In 1972, John Berger’s revelatory TV series and subsequent book, Ways of Seeing, began by discussing the changing ways we experience art via the then recent innovation of colour televisions in homes. Berger argued that “we see these paintings as nobody saw them before … Your wallpaper is around them, your window is opposite them, your carpet is below them. You are seeing them in the context of your own life.”
More than 50 years on, as smartphone users, we are able to access unlimited artworks in a moment. As Berger pointed out, “an image that is reproduced can be seen in a million different places at the same time”, so how can we take in the sheer amount of information available for consumption today?
All artists react to the time in which they live. But, for me, it is the US-based Sarah Sze who acutely translates the abundance of images into visual form. Through her planetarium-like structures, ecosystems built from everyday objects (often made from the same objects used to build the structure we are looking at – ladders, wires, scissors), or kaleidoscopic worlds with projections of moving images, she gives us a glimpse into the proliferation of information we experience daily.
Meticulously arranged, yet compiled of structures that appear to be blitzed and shattered, Sze’s works are essentially a collage: of painting, sculpture and architecture, as well as the adverts we are constantly fed, the components that make up our screens. (In her book of essays, Feel Free, Zadie Smith discusses how, upon a visit to Sze’s studio, her children likened the works to a “sort of exploded iPhone’’.) But Sze also includes everyday objects (plants, clocks, chairs, screens), projected videos of nature (water, fire, earth), and traditional art materials (paints, prints, photographs), as if to challenge the very notion of what art can be.
Sze’s structures – precariously held together by sticks, as if pertaining to the fragility of life – relinquish all artistic convention. Without a clear indication of where a work begins and ends, as we circumnavigate them, our perspective constantly changes as the works are near impossible to take in all at once. I liken them to Manhattan: we can see it whole from afar, but when you’re actually in it, our viewpoint changes by the second.
I’ve visited Sze’s current exhibition, Timelapse, at the Guggenheim in New York three times now. With each visit, I have seen new images, projections, structures and tools. When I’m first struck with her works I can be overwhelmed, but as I walk around and through them, they allow me to realise that images in our lives are constantly in flux. Even the screen I am typing on is changing at a rapid pace with the more letters I add or take away, or the notifications that ping.
The composer Philip Glass said that, to him, music is like “an underground river – it’s always there … You don’t know where it comes from and you don’t know where it’s going. The only difference is whether you are listening to it or not.” Sze’s sculptures, too, maintain their frenetic presence whether we’re looking at them or not. Time is built into the experience – we suddenly notice a projection of a bird flying on a wall next to us; the sound of white noise.

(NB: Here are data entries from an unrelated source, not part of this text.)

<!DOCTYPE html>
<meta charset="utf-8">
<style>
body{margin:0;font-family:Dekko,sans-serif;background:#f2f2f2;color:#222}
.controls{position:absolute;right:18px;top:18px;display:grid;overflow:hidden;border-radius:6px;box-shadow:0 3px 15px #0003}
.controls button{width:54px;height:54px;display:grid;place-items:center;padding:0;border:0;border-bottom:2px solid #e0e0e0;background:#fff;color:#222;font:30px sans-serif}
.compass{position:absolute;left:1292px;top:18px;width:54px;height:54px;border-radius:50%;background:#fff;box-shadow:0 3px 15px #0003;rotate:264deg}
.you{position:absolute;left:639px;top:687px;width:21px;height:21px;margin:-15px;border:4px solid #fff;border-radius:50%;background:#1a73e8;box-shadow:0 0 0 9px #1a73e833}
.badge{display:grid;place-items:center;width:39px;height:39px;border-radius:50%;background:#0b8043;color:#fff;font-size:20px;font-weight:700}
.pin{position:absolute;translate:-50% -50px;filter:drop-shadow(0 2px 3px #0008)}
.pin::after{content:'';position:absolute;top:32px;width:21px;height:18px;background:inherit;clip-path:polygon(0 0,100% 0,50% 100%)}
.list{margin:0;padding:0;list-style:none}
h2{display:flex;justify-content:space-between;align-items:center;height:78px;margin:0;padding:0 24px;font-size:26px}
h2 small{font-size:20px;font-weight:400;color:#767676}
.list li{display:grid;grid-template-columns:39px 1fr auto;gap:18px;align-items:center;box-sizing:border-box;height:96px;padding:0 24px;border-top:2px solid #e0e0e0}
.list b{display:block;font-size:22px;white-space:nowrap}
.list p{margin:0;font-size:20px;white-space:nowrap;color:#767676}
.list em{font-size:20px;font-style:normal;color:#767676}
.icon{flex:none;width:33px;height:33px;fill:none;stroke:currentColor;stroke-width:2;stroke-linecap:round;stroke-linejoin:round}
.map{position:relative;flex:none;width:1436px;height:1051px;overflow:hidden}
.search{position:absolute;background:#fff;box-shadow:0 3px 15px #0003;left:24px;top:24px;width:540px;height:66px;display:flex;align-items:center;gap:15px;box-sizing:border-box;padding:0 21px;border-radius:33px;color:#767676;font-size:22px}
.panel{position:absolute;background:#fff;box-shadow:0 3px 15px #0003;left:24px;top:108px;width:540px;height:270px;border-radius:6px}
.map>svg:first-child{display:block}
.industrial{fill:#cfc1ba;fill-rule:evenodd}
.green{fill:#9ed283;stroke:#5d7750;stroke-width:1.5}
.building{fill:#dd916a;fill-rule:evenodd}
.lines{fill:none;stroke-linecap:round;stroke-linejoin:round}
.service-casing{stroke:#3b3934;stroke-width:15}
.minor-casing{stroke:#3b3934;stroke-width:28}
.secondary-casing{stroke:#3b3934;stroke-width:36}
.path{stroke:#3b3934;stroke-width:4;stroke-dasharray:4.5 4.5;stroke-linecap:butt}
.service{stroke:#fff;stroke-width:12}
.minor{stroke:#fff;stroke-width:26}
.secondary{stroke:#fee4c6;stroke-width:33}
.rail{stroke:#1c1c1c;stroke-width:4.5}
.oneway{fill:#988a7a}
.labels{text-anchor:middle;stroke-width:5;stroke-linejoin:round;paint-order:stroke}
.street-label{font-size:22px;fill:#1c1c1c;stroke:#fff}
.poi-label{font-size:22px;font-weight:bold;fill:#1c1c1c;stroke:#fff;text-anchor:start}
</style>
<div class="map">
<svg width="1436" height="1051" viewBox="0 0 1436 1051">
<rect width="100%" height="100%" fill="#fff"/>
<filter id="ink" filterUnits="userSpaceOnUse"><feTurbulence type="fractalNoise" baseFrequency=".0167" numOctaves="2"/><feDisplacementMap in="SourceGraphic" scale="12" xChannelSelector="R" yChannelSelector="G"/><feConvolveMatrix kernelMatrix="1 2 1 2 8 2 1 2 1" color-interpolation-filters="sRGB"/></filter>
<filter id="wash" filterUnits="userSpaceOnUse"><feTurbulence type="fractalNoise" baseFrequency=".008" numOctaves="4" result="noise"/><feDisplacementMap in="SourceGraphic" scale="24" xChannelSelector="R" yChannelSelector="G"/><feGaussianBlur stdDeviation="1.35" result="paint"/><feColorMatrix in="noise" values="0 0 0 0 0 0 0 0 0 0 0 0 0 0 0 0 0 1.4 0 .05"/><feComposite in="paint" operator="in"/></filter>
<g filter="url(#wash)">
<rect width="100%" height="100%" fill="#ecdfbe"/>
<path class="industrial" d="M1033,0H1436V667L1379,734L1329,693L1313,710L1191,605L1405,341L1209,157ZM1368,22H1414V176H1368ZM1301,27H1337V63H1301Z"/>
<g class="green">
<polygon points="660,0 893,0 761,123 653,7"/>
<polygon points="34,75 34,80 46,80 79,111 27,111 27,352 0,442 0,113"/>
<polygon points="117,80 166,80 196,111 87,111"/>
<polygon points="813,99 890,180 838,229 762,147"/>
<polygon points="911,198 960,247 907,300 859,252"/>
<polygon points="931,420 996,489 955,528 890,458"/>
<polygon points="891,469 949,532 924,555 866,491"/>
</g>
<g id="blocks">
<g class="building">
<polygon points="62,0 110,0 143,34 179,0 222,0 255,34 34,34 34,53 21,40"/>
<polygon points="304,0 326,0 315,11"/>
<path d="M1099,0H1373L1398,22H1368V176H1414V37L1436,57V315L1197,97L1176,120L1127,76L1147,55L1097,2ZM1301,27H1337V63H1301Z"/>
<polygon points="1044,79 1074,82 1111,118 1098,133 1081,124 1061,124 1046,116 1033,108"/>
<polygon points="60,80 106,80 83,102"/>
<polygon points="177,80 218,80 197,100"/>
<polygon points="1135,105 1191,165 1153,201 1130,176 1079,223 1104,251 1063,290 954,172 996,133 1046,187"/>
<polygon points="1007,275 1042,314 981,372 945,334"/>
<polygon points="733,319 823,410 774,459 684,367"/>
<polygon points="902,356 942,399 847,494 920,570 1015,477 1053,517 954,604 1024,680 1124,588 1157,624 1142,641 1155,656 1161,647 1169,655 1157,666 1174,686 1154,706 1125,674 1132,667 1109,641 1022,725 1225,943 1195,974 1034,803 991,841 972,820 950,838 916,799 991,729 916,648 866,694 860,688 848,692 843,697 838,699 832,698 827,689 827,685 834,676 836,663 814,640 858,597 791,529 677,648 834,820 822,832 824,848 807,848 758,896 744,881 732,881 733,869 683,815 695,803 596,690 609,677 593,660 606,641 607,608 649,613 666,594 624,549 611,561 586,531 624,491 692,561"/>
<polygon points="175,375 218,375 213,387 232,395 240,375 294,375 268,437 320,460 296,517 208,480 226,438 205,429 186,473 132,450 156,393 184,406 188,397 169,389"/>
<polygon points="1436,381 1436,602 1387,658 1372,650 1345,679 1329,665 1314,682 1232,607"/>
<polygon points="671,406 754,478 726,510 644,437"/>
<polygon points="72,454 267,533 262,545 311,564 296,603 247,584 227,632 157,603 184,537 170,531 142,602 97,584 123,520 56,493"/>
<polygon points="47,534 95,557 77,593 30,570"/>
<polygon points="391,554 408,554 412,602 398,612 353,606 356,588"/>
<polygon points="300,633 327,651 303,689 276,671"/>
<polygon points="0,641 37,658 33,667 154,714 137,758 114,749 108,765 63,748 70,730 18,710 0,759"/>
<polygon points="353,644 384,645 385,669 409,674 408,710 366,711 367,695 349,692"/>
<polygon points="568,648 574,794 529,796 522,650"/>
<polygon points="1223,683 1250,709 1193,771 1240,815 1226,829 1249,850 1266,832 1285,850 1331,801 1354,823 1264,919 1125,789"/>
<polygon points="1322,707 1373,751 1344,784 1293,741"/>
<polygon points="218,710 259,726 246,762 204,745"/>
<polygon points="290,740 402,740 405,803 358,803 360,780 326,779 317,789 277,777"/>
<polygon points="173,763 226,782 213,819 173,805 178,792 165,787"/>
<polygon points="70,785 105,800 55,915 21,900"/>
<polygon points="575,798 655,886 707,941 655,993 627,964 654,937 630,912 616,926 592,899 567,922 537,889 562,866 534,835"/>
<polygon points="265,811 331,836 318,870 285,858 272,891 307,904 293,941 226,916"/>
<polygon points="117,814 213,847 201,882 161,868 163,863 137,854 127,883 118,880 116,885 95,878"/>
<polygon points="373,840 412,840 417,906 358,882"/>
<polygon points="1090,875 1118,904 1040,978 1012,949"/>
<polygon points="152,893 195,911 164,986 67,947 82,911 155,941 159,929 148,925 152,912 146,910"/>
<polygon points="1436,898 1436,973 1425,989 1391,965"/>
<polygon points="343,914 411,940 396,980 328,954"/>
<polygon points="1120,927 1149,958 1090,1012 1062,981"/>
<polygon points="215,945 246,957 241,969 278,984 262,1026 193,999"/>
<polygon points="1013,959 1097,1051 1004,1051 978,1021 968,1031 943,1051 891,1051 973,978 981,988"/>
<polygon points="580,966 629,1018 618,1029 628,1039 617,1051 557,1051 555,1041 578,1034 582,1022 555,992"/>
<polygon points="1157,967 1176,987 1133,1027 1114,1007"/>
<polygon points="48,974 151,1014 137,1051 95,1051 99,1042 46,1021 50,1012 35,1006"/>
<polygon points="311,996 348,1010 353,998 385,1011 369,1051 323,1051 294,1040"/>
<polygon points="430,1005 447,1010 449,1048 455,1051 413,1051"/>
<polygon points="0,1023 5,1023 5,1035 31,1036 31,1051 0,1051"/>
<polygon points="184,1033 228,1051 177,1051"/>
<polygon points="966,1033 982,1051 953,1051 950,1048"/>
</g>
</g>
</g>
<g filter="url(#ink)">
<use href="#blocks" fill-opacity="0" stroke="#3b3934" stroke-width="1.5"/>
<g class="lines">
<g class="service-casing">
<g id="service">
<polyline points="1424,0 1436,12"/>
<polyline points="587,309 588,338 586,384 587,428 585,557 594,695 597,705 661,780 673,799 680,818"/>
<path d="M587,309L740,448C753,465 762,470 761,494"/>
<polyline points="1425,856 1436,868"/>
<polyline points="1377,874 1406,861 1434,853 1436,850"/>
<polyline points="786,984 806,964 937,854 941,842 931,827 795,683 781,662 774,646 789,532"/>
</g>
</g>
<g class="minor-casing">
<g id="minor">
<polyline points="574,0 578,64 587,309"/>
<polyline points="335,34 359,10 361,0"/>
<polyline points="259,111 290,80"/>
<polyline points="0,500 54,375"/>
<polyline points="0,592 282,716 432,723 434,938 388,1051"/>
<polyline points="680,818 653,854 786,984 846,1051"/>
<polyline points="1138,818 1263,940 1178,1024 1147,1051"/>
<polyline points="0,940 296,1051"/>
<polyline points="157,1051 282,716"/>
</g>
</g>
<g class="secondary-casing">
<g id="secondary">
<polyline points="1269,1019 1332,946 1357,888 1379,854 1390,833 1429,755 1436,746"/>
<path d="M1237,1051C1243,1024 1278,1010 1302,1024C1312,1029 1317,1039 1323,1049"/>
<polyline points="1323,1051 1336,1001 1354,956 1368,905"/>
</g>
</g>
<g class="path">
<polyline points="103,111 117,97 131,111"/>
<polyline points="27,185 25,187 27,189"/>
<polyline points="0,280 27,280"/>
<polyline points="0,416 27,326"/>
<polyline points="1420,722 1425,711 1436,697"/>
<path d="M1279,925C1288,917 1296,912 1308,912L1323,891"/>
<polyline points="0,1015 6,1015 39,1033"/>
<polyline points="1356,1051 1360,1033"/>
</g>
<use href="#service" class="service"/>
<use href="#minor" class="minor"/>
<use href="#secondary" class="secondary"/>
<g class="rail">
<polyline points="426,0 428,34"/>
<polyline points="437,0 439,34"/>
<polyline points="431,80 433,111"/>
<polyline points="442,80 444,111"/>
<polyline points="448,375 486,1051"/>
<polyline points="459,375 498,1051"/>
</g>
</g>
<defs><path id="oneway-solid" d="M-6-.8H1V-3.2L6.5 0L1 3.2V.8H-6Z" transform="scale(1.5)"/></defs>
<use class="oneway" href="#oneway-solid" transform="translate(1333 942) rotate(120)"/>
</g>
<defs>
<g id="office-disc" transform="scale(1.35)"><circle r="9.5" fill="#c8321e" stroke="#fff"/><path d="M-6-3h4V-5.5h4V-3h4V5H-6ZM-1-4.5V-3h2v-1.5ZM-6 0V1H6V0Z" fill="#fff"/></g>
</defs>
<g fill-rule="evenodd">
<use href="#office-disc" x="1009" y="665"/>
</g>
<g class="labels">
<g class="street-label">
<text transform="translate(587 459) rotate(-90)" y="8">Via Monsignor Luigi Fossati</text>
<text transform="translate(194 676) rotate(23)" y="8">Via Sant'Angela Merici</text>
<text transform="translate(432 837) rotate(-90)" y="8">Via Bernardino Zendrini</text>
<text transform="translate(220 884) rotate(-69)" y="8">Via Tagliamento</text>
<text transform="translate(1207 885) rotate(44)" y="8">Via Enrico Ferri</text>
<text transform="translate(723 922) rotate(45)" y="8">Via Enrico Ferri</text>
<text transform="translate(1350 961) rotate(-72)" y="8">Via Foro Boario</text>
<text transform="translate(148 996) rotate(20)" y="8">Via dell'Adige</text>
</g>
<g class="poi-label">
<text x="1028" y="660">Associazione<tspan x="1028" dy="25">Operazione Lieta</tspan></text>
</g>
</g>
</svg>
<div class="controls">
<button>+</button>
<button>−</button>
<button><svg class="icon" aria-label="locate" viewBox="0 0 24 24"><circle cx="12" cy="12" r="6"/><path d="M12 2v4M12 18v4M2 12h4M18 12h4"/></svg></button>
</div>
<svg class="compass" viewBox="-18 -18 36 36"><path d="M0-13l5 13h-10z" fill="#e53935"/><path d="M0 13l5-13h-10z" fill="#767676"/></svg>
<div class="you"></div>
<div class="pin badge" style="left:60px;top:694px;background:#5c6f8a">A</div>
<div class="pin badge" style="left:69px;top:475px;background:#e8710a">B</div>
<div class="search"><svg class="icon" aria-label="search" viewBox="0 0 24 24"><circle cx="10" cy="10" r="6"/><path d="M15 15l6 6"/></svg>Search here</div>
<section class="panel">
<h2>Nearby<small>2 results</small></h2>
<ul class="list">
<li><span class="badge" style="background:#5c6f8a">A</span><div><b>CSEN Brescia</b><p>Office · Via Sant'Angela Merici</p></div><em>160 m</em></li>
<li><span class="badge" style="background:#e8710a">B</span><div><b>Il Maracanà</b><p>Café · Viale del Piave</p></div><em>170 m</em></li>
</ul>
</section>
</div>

They push the viewer to re-evaluate our physical, emotional or sensorial experiences with art and the world at large by making us realise memory is manipulated through images. Today we constantly document life through our smartphones, meaning that Sze (born in 1969), myself (1994), and someone born in the last few years, will each have a very different understanding of our lives through photographs.

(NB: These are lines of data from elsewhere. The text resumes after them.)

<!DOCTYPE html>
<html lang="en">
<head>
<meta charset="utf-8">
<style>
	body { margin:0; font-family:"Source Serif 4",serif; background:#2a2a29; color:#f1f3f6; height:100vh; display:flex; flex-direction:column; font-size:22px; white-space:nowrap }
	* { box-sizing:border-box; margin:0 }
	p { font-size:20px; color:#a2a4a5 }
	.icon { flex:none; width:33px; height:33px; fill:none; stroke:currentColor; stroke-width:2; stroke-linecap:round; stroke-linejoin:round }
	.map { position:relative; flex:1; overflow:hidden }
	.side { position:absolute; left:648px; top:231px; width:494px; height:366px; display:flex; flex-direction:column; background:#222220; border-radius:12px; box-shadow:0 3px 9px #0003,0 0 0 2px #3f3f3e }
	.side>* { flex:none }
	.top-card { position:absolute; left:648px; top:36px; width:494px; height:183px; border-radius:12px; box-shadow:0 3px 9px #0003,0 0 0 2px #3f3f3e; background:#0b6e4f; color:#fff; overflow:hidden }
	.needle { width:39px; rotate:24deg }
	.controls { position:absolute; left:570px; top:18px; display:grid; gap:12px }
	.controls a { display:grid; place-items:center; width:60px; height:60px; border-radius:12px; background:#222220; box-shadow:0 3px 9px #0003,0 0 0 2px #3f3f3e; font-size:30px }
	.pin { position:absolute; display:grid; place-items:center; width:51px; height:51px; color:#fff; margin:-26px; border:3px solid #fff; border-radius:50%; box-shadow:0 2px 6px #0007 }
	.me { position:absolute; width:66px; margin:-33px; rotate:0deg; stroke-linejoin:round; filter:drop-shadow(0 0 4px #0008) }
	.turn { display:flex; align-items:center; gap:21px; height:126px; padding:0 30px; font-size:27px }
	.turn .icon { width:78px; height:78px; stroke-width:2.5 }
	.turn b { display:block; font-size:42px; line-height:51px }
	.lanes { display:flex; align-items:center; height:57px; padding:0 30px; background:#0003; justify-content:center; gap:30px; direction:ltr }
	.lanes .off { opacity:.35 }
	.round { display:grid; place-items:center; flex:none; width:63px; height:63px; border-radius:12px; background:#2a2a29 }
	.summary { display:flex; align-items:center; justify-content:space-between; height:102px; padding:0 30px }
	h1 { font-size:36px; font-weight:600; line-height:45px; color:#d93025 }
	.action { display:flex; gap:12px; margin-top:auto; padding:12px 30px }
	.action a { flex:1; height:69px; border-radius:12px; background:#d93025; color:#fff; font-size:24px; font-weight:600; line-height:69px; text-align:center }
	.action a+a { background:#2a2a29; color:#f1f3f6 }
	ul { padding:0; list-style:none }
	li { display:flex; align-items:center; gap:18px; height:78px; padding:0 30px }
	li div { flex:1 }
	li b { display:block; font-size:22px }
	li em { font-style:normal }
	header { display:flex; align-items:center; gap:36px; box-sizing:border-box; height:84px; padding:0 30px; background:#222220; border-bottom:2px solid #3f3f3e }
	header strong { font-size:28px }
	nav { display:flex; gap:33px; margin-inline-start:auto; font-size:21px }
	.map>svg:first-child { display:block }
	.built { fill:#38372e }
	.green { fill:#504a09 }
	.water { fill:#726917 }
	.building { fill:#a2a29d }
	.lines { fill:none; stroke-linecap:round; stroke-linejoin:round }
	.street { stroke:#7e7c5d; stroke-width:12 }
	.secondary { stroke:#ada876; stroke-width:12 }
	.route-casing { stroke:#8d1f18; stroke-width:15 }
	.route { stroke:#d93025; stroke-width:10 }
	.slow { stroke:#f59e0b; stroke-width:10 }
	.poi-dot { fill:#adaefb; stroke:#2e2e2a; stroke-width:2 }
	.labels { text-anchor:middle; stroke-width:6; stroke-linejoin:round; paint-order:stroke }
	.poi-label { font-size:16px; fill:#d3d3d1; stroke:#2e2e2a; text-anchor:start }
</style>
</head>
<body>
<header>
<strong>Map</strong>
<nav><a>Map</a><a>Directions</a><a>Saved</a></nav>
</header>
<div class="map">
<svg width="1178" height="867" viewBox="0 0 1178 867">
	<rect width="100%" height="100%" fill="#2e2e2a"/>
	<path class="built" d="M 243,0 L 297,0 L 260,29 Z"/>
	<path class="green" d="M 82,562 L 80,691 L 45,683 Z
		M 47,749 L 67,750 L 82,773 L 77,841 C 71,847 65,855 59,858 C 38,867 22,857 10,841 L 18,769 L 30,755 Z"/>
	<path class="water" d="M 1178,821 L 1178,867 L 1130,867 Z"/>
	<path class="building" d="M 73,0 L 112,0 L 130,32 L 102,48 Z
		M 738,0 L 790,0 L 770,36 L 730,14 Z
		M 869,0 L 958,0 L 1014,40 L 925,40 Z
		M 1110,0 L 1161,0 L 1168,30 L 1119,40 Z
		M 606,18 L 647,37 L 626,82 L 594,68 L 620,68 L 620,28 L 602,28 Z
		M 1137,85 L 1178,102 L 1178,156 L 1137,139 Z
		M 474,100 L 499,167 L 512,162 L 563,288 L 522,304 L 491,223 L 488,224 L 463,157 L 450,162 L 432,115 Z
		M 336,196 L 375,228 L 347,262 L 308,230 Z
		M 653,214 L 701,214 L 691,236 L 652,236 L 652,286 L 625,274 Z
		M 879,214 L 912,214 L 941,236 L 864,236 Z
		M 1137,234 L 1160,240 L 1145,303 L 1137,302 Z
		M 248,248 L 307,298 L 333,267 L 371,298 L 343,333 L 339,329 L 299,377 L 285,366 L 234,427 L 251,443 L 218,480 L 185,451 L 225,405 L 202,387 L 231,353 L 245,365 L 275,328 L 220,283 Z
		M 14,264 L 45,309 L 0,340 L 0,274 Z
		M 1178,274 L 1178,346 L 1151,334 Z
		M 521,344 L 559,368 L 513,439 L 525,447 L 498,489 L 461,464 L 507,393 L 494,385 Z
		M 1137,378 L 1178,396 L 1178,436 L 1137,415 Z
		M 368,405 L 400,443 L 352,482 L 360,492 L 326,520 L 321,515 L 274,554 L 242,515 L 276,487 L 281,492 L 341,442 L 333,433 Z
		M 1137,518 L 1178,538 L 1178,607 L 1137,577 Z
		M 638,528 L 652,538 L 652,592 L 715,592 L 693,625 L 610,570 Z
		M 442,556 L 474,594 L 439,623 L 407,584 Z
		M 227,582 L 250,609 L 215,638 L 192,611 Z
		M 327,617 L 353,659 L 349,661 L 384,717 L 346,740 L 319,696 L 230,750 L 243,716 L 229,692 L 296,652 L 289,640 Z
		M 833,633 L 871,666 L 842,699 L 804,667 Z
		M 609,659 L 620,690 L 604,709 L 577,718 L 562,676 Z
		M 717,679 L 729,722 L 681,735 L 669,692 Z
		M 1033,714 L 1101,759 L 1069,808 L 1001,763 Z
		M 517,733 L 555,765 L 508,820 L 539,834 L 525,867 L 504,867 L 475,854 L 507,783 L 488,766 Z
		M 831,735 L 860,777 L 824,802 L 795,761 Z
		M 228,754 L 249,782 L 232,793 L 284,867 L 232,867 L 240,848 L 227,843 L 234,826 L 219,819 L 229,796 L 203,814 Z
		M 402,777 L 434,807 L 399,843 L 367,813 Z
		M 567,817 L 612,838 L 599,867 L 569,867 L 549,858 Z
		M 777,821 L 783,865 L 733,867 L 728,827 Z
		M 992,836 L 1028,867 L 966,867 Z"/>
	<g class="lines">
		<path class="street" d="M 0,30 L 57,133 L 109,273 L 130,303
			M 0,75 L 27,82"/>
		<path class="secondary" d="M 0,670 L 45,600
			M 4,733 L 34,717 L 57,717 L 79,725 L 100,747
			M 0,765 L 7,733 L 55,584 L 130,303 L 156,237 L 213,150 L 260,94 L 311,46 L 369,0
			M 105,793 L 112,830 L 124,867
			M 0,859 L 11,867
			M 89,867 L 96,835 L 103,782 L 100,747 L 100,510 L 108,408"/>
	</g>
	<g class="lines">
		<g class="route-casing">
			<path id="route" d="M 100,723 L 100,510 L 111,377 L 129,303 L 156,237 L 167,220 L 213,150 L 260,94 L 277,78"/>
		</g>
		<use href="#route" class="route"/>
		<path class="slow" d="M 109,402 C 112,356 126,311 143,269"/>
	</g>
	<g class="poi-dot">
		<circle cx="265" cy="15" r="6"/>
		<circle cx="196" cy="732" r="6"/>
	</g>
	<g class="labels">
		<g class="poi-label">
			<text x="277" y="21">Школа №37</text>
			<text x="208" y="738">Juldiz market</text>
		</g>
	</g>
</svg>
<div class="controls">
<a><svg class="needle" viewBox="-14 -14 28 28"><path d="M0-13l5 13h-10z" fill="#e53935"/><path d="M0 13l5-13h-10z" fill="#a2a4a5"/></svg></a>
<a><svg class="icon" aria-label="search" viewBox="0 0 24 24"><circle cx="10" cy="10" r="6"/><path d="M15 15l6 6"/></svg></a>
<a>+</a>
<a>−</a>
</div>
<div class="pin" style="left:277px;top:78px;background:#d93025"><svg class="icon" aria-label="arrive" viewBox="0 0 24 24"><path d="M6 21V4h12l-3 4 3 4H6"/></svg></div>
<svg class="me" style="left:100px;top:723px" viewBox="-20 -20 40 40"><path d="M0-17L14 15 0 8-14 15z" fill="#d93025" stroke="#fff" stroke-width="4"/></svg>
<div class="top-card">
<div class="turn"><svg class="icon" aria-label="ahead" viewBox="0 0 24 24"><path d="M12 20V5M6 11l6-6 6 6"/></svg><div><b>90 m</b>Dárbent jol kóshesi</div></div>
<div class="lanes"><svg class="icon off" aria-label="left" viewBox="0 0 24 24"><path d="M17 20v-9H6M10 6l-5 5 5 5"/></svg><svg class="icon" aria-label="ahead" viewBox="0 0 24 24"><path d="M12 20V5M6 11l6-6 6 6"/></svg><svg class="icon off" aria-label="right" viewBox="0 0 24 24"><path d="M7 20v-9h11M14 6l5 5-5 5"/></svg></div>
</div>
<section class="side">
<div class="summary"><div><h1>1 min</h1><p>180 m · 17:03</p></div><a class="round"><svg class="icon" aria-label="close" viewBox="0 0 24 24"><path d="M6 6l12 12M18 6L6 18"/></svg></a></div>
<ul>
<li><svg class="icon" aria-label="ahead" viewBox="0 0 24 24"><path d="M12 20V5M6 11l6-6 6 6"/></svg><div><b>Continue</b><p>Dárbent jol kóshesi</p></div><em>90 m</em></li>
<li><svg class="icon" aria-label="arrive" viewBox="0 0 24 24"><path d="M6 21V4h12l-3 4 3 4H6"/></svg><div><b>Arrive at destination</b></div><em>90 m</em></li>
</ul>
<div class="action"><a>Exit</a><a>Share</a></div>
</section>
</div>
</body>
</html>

Since early 2021, I’ve meticulously kept a diary to try to capture memories, experiences and emotions. I also do this when I’m standing in front of art: downloading everything I see, how the work made me feel – otherwise it will be forgotten. Unsurprisingly, these artworks are the ones I retain a much greater understanding of, as opposed to those I have merely snapped on my iPhone. This also makes me question how many works of art we are experiencing through this 3×6 inch portrait created by our phones? How many people at the Louvre are looking at Leonardo da Vinci’s Mona Lisa through their screens?
Berger states that “original paintings are still unique … they look different from how they look on the television screen or on postcards … reproductions distort”. Through her laboratory-like worlds of shattered imagery, Sze allows me to attempt to understand how we are consuming images. But it also makes me question, through the abundance of technology, whether we are losing the sensory experience of viewing art, or being in the world at large.